I was in hospital last week. My daughter was ill. Thankfully, it was easily treatable and she started to recover almost the moment we arrived. Now, watching her dance around the room, it’s hard to believe she was ever poorly at all.
Being in hospital is like being in a little bubble from the rest of the world. It’s really warm, often with little natural light or fresh air. You are bound by the routine of meals, ward rounds and medication. There are machines everywhere, with alarms that sound if something is too low, too high, or not working at all. Nine weeks of the neo-natal unit six years ago taught me what many of them do, which I’m sure is why although this experience was worrying and something of a shock, I was pretty calm and confident that everything would be fine.

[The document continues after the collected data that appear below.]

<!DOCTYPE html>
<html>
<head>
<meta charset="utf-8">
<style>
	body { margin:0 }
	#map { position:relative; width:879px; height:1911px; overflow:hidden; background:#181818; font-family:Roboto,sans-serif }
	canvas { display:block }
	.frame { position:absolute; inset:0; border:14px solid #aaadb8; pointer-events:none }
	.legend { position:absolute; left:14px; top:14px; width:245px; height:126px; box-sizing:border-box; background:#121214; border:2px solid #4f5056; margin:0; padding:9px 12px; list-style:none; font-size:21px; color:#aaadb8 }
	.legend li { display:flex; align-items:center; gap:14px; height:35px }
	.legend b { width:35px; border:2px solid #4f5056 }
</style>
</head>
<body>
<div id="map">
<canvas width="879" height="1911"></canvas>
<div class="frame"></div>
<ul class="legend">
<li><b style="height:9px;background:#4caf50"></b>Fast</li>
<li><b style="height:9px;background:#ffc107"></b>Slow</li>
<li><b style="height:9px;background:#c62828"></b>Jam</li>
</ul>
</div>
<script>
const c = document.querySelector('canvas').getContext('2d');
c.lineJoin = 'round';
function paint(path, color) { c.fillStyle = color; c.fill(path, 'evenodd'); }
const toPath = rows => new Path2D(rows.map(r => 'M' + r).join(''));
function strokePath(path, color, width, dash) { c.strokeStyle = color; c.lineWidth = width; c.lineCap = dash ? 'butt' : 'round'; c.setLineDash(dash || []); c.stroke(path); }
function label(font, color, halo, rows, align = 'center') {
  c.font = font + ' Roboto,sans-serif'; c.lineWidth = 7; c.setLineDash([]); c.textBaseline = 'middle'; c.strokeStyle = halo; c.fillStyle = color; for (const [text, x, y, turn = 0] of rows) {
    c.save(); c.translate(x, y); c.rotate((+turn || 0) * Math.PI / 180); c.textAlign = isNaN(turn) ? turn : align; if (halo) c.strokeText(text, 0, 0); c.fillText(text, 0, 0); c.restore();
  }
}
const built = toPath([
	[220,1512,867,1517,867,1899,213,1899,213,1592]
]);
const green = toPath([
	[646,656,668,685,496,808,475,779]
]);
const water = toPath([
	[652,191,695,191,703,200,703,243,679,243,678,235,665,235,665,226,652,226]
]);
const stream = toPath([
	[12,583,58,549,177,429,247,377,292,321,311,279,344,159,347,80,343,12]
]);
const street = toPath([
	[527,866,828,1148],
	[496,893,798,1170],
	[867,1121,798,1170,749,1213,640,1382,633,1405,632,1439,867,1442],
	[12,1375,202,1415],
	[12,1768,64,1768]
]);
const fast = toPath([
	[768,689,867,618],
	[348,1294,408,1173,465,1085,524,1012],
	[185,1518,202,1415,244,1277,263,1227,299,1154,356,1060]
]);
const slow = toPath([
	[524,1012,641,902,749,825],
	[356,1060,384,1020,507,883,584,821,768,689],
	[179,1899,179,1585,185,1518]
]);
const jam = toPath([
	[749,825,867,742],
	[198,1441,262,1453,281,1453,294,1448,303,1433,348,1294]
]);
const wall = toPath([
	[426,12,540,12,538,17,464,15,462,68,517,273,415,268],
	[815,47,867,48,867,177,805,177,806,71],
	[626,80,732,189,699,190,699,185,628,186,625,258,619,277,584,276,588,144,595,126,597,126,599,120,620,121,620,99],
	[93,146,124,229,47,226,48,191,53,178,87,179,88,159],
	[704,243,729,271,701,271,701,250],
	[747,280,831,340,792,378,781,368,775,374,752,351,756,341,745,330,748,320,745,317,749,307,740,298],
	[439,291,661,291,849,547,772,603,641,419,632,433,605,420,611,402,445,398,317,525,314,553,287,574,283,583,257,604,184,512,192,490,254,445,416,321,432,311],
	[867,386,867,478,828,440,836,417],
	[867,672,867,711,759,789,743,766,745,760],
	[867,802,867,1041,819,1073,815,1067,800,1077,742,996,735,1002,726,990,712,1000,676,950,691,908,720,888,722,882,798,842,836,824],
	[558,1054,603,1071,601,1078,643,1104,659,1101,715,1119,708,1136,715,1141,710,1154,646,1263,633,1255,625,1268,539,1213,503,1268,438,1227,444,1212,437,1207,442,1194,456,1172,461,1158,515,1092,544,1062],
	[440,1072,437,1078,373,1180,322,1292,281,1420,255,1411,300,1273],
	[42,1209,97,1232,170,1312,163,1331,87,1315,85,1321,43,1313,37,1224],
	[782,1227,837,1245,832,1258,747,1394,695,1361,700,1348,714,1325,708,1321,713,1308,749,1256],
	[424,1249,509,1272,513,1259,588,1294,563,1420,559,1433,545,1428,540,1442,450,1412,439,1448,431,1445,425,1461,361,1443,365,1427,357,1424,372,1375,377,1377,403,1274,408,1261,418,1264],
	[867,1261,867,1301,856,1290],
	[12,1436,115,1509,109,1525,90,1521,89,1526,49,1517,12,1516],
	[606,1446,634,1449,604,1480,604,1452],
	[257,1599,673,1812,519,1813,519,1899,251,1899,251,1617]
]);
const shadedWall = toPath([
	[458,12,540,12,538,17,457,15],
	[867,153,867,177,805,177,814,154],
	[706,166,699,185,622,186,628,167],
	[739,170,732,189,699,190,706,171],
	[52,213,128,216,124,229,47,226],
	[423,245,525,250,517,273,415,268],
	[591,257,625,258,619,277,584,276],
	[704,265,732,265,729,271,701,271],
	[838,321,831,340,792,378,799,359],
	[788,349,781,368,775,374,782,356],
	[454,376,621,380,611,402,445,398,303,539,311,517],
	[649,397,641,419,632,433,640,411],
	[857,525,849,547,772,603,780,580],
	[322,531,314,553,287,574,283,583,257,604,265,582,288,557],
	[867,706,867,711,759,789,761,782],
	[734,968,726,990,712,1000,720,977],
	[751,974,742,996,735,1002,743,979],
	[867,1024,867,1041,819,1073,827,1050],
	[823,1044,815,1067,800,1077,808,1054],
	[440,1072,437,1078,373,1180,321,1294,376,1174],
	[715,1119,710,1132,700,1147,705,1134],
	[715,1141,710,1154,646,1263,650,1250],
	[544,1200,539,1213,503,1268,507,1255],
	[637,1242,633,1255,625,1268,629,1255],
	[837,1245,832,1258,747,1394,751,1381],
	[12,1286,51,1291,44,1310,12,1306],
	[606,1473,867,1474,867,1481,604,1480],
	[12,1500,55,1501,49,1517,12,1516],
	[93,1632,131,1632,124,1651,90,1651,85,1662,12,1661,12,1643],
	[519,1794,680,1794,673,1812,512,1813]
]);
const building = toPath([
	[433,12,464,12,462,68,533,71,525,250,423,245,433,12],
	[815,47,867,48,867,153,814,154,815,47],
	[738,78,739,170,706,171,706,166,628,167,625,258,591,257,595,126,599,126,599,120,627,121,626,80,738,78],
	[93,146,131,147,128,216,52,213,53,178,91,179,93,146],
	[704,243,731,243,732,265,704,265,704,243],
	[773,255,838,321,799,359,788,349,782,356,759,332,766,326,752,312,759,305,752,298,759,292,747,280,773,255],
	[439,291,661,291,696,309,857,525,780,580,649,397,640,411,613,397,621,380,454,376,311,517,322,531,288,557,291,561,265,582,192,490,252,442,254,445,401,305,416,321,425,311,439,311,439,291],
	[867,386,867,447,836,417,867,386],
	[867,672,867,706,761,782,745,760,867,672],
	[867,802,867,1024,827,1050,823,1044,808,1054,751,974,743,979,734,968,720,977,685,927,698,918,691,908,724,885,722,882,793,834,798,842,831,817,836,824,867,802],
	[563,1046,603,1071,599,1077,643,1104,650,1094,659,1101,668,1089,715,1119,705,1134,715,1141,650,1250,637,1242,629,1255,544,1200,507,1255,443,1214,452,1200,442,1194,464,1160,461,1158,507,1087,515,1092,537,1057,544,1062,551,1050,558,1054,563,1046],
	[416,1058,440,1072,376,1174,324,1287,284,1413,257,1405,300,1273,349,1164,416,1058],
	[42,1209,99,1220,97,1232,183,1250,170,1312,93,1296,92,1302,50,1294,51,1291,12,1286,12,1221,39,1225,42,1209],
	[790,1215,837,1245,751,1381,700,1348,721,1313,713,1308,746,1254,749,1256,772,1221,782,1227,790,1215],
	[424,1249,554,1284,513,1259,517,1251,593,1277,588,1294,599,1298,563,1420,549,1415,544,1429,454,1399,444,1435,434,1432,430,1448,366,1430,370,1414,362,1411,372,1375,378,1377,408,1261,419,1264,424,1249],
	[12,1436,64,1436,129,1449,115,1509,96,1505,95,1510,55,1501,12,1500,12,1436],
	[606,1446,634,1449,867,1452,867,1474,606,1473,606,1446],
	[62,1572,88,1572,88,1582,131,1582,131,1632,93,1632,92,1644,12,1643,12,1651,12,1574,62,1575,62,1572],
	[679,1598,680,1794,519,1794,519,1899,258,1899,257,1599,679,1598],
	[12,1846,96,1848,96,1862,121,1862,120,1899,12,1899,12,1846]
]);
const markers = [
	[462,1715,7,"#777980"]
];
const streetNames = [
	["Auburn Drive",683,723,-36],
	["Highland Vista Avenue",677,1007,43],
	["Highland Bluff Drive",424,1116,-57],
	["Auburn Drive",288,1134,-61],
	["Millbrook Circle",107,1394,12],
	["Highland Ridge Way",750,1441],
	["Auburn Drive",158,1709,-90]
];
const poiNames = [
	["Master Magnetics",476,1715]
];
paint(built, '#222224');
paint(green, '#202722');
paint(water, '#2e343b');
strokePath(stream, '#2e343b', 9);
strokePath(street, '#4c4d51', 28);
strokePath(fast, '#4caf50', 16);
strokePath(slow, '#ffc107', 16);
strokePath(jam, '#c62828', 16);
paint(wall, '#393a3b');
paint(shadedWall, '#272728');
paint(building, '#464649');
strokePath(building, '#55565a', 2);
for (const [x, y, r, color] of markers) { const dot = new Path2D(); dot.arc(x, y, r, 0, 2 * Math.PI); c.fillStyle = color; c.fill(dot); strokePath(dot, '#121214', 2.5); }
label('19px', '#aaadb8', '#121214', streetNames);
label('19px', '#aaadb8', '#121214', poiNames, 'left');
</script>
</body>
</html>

Because of this confidence, I allowed myself to drift off into thought quite a lot. As she recovered well, there were many times when she was off in the playroom with her new hospital buddies and although I was watching over her, I was still able to read a book. I gazed out of the window at the clouds going by as she watched a bit of television on her bed. The enforced idleness felt like something of a revelation. Often I’m rushing around, talking of having ‘so much to do’ and being ‘so busy’, as though those things are badges of honour. And I am busy, but much of the time it is doing things I choose to do. A few days of colouring-in, reading stories and stroking my daughter’s hair as she tried to sleep with an oxygen mask on, actually did me a lot of good. It gave me a little chance to check with myself what is really important to me. And as much as my ‘busyness’ is important to me because a lot of it is generated by things I choose to do, there needs to be room in my life for colouring-in, reading books and gazing out of windows.
It is perhaps no coincidence that the book of my choice was ‘How to Be Free’ by Tom Hodgkinson, editor of The Idler and The Idler Academy.